Through holes for cable insertion, 37 ridge lines, 38a, 38
b end face, 39, 40 mounting part (bracket), 5
0 ... second end unit, 50a ... joining surface, 51 ...
... Half diamond-shaped pillar-shaped main body, 52 ... Bearing cylinder, 52a ...
... Shaft insertion hole, 53 ... Semicircular concave portion, 54, 55 ... Shaft insertion concave portion, 56 ... Cable through hole, 57 ...

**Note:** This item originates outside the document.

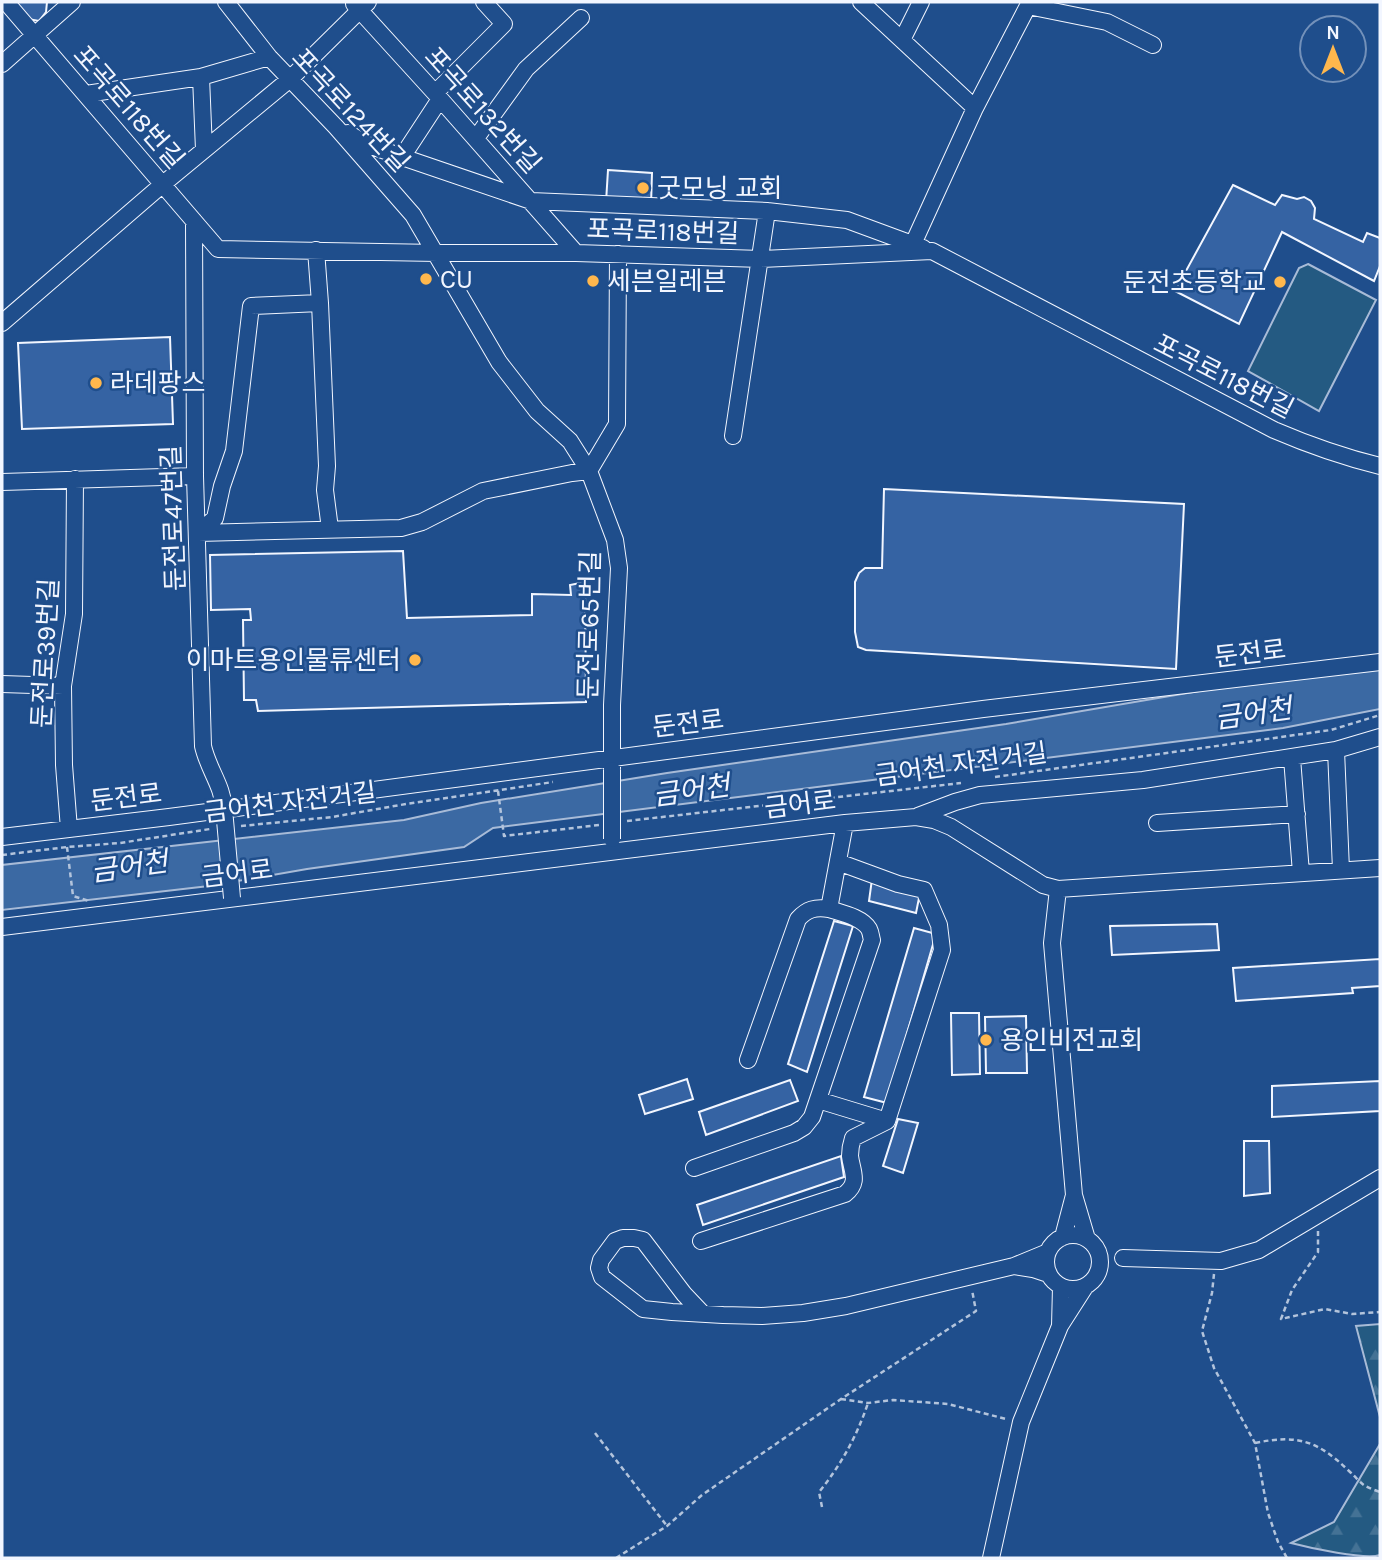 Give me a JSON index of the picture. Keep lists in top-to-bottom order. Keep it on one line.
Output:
{"streets":{"street":["포곡로118번길","포곡로124번길","포곡로132번길","둔전로47번길","둔전로65번길","둔전로39번길","둔전로","금어로"],"path":["금어천 자전거길"]},"crossings":[["포곡로118번길","포곡로124번길"],["포곡로118번길","포곡로132번길"],["포곡로118번길","둔전로47번길"],["포곡로124번길","둔전로65번길"],["둔전로47번길","둔전로"],["둔전로47번길","금어로"],["둔전로65번길","둔전로"],["둔전로65번길","금어로"],["둔전로39번길","둔전로"]],"water":["금어천"],"places":["굿모닝 교회","CU","세븐일레븐","둔전초등학교","라데팡스","이마트용인물류센터","용인비전교회"],"north":"top"} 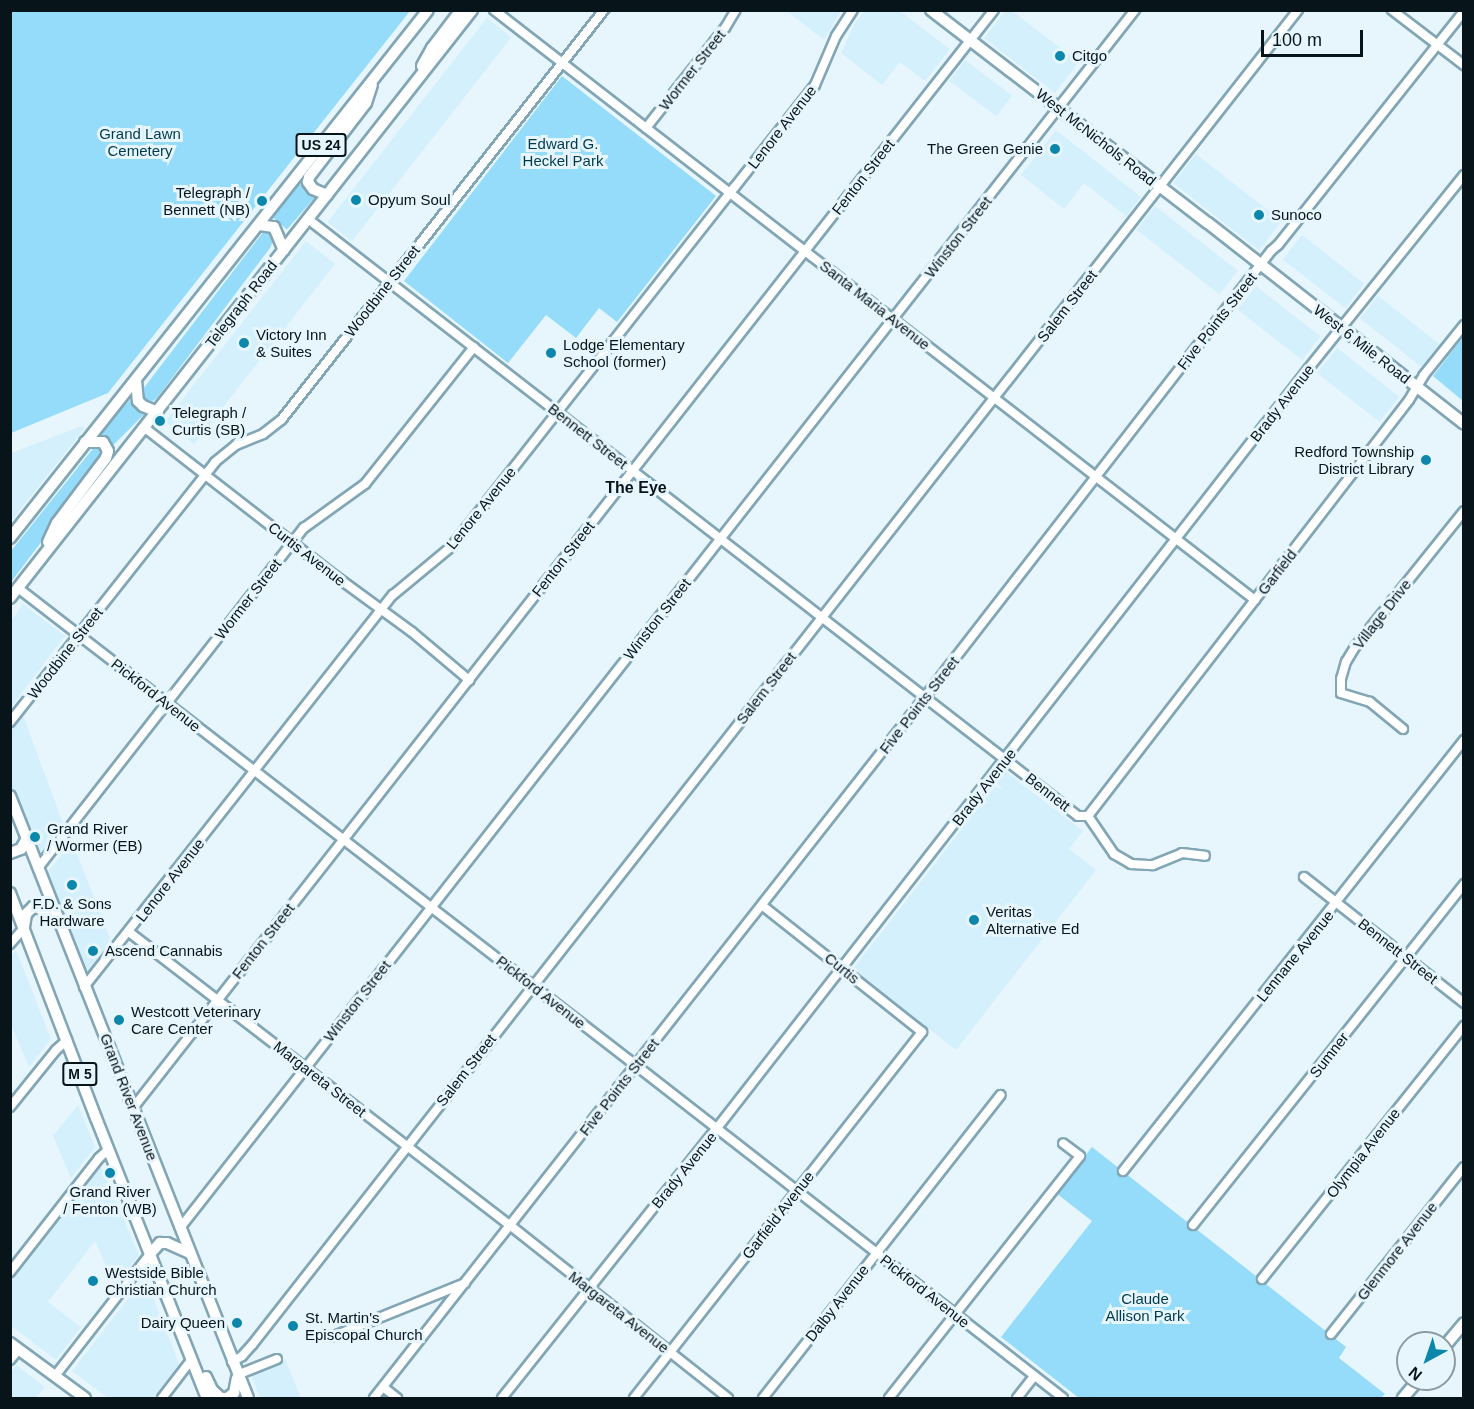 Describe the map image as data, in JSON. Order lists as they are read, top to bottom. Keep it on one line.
{"streets":{"main road":["West McNichols Road","US 24","Telegraph Road","West 6 Mile Road","M 5","Grand River Avenue"],"street":["Wormer Street","Lenore Avenue","Fenton Street","Winston Street","Woodbine Street","Santa Maria Avenue","Salem Street","Five Points Street","Brady Avenue","Bennett Street","Curtis Avenue","Garfield","Village Drive","Pickford Avenue","Bennett","Lennane Avenue","Curtis","Sumner","Margareta Street","Olympia Avenue","Garfield Avenue","Glenmore Avenue","Dalby Avenue","Margareta Avenue"]},"crossings":[["Wormer Street","Santa Maria Avenue"],["Wormer Street","Bennett Street"],["Wormer Street","Curtis Avenue"],["Wormer Street","Pickford Avenue"],["Wormer Street","Grand River Avenue"],["Lenore Avenue","Santa Maria Avenue"],["Lenore Avenue","Bennett Street"],["Lenore Avenue","Curtis Avenue"],["Lenore Avenue","Pickford Avenue"],["Lenore Avenue","Margareta Street"],["Lenore Avenue","Grand River Avenue"],["West McNichols Road","Fenton Street"],["West McNichols Road","Winston Street"],["West McNichols Road","Salem Street"],["West McNichols Road","Five Points Street"],["West McNichols Road","West 6 Mile Road"],["Fenton Street","Santa Maria Avenue"],["Fenton Street","Bennett Street"],["Fenton Street","Curtis Avenue"],["Fenton Street","Pickford Avenue"],["Fenton Street","Margareta Street"],["Fenton Street","Grand River Avenue"],["Winston Street","Santa Maria Avenue"],["Winston Street","Bennett Street"],["Winston Street","Pickford Avenue"],["Winston Street","Margareta Street"],["Winston Street","Grand River Avenue"],["Woodbine Street","Santa Maria Avenue"],["Woodbine Street","Bennett Street"],["Woodbine Street","Curtis Avenue"],["Woodbine Street","Pickford Avenue"],["Telegraph Road","Bennett Street"],["Telegraph Road","Curtis Avenue"],["Telegraph Road","Pickford Avenue"],["Santa Maria Avenue","Salem Street"],["Santa Maria Avenue","Five Points Street"],["Santa Maria Avenue","Brady Avenue"],["Santa Maria Avenue","Garfield"],["Salem Street","Bennett Street"],["Salem Street","Pickford Avenue"],["Salem Street","Margareta Street"],["Salem Street","Grand River Avenue"],["Five Points Street","West 6 Mile Road"],["Five Points Street","Bennett Street"],["Five Points Street","Pickford Avenue"],["Five Points Street","Bennett"],["Five Points Street","Curtis"],["Five Points Street","Margareta Street"],["Five Points Street","Margareta Avenue"],["West 6 Mile Road","Brady Avenue"],["West 6 Mile Road","Garfield"],["Brady Avenue","Pickford Avenue"],["Brady Avenue","Bennett"],["Brady Avenue","Curtis"],["Brady Avenue","Margareta Avenue"],["Bennett Street","Bennett"],["Bennett Street","Lennane Avenue"],["Bennett Street","Sumner"],["Garfield","Bennett"],["Pickford Avenue","Garfield Avenue"],["Pickford Avenue","Dalby Avenue"],["Curtis","Garfield Avenue"],["Margareta Street","Margareta Avenue"],["Garfield Avenue","Margareta Avenue"]],"districts":["The Eye"],"parks":["Grand Lawn Cemetery","Edward G. Heckel Park","Claude Allison Park"],"places":["Citgo","The Green Genie","Opyum Soul","Telegraph / Bennett (NB)","Sunoco","Victory Inn & Suites","Lodge Elementary School (former)","Telegraph / Curtis (SB)","Redford Township District Library","Grand River / Wormer (EB)","F.D. & Sons Hardware","Veritas Alternative Ed","Ascend Cannabis","Westcott Veterinary Care Center","Grand River / Fenton (WB)","Westside Bible Christian Church","Dairy Queen","St. Martin's Episcopal Church"],"scale_bar":"100 m","north":"bottom left"}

Ridge line, 58a, 58b end face, 59, 60 mounting part (bracket), 70 connecting shaft, 100 hinge device, 200 main body casing, 200a rear face, 2
01 ... inner surface, 202 ... outer surface, 210 ... keyboard, 230 ... mounting part, 240 ... recess, 250
..., Switch, 251... Operating part, 300, lid casing, 300 a, back, 301, inner surface, 302,
... outer surface, 310 ... display panel, 320 ... tablet, 330 ... mounting part, 340 ... switch operation part, 400 ... through hole, 410 ... flexible cable, 450 ... pen, 500 ... portable type Information processing device

Claims (7)

[Claims] 1. Three or more hinge units are arranged in a row, and adjacent hinge units are relatively rotatably connected to each other via a connection shaft having a large rotation resistance, and are attached to two hinge units at both ends. A hinge device having a configuration provided with a part. 2. The three or more hinge units are one or more rhombic columnar intermediate units and end units at both ends of a half-rhombic rhomboidal column having a mounting portion, and each of the intermediate unit and the end unit has a rhombic shape. A bearing cylinder portion is provided along a ridge line having a larger inner angle of, and the bearing cylinder portions of adjacent hinge units are axially aligned with each other,
The hinge device according to claim 1, wherein the connecting shaft is press-fitted into the bearing cylinder portions. 3. A through-hole is formed in each hinge unit along the direction in which the hinge units are arranged in a row, and the through-hole in each hinge unit is configured as a continuous through-hole. Or the hinge device according to claim 2. 4. A portable information processing apparatus wherein a main body casing having a keyboard and a lid casing having a display panel are relatively rotatably connected via a hinge device according to any one of claims 1 to 3. apparatus. 5. The portable information processing apparatus according to claim 4, wherein a tablet is provided on the lid casing so as to overlap the display panel. 6. A state in which the inner surface of the main body casing on which the keyboard is arranged and the inner surface of the lid casing on which the display panel and the tablet are arranged face each other, and a state in which the inner surface of the main body casing is opposite to the inner surface. 6. The portable information processing apparatus according to claim 5, wherein the main casing and the lid casing are connected via a hinge device so as to be relatively rotatable between the outer surface and a state in which the outer surface of the lid casing faces each other. apparatus. 7. A switch which operates in a state where the outer surface of the main body casing and the outer surface of the lid casing face each other to release the operation of the keyboard, and one of a switch operating portion for operating the switch is a main body. 7. The portable information processing device according to claim 6, wherein the portable information processing device is provided on the outer surface side of the casing, and the other is provided on the outer surface side of the lid casing.